» **Work required**:
Filter this data down to the lines that hold "Vlaicu", and copy them.

» **Data to process**:
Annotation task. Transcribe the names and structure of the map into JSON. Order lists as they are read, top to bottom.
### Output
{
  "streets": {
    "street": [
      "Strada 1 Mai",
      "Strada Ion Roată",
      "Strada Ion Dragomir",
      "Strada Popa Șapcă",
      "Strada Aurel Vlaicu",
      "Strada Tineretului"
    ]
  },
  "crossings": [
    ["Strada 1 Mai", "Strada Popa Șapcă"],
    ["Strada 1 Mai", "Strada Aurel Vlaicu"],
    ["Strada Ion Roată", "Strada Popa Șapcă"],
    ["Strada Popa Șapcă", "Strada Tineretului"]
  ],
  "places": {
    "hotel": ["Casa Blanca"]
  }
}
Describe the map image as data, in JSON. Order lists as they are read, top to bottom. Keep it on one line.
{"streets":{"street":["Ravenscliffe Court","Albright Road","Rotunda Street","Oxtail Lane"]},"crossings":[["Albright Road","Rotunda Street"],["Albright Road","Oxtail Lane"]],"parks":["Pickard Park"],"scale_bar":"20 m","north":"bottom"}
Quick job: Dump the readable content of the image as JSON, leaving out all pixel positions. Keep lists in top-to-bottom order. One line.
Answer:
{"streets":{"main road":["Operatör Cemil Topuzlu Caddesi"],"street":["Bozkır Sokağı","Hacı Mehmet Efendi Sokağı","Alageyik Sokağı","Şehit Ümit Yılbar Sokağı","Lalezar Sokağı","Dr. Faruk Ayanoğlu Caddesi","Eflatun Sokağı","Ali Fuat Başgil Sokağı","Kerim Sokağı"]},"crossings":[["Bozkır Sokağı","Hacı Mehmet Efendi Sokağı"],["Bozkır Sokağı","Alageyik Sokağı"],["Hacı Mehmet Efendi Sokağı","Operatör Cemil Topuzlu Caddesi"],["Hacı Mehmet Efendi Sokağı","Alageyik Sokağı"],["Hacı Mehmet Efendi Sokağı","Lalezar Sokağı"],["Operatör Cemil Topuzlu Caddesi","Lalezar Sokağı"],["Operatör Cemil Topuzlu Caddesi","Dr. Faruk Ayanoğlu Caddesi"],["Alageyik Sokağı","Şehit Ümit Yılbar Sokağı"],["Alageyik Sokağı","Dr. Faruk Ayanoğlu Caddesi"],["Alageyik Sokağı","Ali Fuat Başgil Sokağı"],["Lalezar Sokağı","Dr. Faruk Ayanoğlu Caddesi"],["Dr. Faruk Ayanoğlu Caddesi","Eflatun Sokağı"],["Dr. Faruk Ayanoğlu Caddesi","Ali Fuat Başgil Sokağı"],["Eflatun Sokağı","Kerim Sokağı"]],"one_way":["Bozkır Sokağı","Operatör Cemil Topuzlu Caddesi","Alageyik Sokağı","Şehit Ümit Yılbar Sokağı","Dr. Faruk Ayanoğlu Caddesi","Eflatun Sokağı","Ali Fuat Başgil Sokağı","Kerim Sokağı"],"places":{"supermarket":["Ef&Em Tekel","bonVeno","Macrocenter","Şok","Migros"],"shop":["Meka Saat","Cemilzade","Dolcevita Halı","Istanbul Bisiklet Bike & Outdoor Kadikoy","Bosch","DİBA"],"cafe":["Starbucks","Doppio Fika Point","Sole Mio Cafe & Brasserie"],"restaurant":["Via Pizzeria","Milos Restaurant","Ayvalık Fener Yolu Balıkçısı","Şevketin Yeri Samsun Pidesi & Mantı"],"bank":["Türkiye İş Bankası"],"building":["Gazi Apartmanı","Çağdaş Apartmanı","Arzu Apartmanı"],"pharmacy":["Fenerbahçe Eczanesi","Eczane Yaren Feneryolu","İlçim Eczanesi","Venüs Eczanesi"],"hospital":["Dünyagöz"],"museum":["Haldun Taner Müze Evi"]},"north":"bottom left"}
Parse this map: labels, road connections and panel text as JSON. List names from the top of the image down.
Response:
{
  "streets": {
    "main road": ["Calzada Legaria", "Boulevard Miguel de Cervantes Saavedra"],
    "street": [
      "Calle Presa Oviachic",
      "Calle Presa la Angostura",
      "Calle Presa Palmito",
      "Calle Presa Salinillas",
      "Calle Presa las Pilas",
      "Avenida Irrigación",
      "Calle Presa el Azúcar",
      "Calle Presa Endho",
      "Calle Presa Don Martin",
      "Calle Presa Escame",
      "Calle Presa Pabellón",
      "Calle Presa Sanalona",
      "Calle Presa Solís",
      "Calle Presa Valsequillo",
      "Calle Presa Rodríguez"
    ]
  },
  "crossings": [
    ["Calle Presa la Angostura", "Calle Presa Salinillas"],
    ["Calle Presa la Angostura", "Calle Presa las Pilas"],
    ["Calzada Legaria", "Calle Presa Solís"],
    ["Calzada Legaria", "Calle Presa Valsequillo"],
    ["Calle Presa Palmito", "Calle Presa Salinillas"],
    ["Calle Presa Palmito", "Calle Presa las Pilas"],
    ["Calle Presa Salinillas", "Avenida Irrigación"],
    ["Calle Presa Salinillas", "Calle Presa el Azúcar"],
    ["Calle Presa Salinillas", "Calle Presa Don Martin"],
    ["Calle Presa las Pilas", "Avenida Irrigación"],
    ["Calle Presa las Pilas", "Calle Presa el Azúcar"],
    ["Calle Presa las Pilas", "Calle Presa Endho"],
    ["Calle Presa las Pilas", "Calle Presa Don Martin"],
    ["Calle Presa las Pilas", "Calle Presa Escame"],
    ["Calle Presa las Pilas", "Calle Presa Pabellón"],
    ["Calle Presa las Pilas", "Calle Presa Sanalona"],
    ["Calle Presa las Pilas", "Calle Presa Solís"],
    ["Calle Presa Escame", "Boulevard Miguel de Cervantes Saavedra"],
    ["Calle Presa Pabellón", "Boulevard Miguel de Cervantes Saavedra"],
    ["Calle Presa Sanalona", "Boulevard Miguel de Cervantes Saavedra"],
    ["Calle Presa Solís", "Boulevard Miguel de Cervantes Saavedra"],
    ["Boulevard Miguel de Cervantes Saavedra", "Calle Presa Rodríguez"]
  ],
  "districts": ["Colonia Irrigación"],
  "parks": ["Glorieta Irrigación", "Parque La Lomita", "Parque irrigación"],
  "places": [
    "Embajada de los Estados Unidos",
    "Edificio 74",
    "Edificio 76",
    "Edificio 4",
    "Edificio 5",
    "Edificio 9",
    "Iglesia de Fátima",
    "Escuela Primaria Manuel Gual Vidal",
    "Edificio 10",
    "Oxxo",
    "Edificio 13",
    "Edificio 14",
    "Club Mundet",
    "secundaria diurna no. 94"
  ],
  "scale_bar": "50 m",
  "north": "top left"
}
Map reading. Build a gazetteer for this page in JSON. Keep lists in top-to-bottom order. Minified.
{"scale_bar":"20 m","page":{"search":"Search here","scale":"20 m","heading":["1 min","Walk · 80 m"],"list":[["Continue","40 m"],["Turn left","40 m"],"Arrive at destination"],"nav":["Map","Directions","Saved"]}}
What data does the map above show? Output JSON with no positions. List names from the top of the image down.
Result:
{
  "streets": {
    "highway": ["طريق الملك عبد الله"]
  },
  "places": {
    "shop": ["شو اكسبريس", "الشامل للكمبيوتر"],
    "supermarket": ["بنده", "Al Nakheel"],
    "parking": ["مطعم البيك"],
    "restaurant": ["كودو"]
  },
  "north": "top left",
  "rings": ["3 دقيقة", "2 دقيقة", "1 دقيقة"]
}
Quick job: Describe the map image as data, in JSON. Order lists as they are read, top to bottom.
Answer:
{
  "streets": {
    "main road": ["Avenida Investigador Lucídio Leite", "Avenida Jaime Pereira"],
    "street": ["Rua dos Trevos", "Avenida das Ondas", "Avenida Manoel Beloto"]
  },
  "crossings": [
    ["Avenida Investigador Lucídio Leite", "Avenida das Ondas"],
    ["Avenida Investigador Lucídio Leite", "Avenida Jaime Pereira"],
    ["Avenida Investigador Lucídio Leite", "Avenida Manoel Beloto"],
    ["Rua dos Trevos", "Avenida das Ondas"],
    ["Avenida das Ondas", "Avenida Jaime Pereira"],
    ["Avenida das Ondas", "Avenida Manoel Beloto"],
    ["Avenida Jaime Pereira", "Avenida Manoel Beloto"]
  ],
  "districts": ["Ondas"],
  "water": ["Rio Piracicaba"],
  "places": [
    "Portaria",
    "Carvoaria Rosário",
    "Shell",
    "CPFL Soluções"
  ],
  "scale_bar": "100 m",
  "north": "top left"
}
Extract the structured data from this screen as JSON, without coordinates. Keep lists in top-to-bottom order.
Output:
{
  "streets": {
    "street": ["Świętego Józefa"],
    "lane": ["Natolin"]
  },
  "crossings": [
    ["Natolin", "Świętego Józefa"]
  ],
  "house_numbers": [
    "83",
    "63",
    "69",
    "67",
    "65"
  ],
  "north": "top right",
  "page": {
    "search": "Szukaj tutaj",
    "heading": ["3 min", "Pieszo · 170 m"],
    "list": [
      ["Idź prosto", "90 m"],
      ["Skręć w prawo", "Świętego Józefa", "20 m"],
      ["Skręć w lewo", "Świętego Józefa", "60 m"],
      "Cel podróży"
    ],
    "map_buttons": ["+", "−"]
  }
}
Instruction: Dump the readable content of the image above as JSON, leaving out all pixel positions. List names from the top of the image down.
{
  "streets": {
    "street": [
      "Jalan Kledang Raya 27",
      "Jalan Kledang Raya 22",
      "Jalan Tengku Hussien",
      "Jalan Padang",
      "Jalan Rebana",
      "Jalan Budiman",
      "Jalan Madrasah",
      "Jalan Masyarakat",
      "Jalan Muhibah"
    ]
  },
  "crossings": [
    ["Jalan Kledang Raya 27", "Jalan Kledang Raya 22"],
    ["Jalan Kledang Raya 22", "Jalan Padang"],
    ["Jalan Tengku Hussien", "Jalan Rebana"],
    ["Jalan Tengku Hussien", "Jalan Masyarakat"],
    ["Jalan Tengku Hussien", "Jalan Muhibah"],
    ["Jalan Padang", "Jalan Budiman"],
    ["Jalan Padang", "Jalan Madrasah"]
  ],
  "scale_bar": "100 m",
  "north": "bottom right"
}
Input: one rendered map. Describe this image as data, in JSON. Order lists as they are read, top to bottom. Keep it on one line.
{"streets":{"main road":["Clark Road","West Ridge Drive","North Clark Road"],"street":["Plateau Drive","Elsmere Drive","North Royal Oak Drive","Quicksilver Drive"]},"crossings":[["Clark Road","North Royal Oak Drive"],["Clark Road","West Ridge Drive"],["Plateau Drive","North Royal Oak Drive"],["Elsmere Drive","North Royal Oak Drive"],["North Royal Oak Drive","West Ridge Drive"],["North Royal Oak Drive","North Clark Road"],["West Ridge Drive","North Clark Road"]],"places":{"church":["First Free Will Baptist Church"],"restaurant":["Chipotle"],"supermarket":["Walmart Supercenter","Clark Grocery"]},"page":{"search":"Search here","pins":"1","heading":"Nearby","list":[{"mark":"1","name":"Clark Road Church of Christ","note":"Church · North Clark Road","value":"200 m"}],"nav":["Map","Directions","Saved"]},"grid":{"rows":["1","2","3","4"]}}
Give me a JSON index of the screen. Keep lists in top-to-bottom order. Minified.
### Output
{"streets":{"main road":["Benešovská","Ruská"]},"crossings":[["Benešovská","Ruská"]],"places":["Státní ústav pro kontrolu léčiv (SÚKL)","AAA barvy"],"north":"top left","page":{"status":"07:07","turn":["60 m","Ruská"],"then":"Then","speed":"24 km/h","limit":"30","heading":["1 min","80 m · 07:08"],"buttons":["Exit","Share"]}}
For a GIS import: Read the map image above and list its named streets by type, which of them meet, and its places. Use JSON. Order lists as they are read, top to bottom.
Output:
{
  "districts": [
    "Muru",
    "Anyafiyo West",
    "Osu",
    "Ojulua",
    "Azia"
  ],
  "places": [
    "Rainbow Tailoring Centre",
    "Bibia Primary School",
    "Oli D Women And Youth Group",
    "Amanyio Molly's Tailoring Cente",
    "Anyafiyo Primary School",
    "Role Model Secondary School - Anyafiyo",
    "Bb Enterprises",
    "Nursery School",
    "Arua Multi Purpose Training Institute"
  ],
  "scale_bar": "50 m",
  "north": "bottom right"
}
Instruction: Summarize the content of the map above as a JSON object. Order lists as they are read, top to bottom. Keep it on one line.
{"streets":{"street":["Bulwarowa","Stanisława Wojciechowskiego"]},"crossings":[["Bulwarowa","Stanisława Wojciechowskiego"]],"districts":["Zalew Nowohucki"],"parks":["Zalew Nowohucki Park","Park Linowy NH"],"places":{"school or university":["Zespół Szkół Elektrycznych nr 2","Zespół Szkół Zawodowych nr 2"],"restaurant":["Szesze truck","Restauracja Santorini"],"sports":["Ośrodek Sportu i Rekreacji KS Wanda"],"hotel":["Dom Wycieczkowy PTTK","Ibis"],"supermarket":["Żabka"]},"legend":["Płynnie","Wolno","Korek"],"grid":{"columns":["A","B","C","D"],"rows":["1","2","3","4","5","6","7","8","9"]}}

» **Result below**:
      "Strada Aurel Vlaicu",
    ["Strada 1 Mai", "Strada Aurel Vlaicu"],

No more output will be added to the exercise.